**What is needed**
Every line of the data should be retyped with no difference from the original.

**Given information**
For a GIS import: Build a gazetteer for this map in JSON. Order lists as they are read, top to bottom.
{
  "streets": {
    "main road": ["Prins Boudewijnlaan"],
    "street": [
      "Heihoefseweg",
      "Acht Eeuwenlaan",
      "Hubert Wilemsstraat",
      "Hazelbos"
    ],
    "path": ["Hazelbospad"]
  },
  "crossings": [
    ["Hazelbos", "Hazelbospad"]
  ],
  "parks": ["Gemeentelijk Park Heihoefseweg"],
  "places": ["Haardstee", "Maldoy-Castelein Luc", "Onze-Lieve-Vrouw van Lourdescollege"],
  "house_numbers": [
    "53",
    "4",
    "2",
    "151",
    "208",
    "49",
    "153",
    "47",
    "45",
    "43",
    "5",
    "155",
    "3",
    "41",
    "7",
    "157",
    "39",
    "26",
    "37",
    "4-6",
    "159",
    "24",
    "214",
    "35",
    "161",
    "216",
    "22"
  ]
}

**Written response**
For a GIS import: Build a gazetteer for this map in JSON. Order lists as they are read, top to bottom.
{
  "streets": {
    "main road": ["Prins Boudewijnlaan"],
    "street": [
      "Heihoefseweg",
      "Acht Eeuwenlaan",
      "Hubert Wilemsstraat",
      "Hazelbos"
    ],
    "path": ["Hazelbospad"]
  },
  "crossings": [
    ["Hazelbos", "Hazelbospad"]
  ],
  "parks": ["Gemeentelijk Park Heihoefseweg"],
  "places": ["Haardstee", "Maldoy-Castelein Luc", "Onze-Lieve-Vrouw van Lourdescollege"],
  "house_numbers": [
    "53",
    "4",
    "2",
    "151",
    "208",
    "49",
    "153",
    "47",
    "45",
    "43",
    "5",
    "155",
    "3",
    "41",
    "7",
    "157",
    "39",
    "26",
    "37",
    "4-6",
    "159",
    "24",
    "214",
    "35",
    "161",
    "216",
    "22"
  ]
}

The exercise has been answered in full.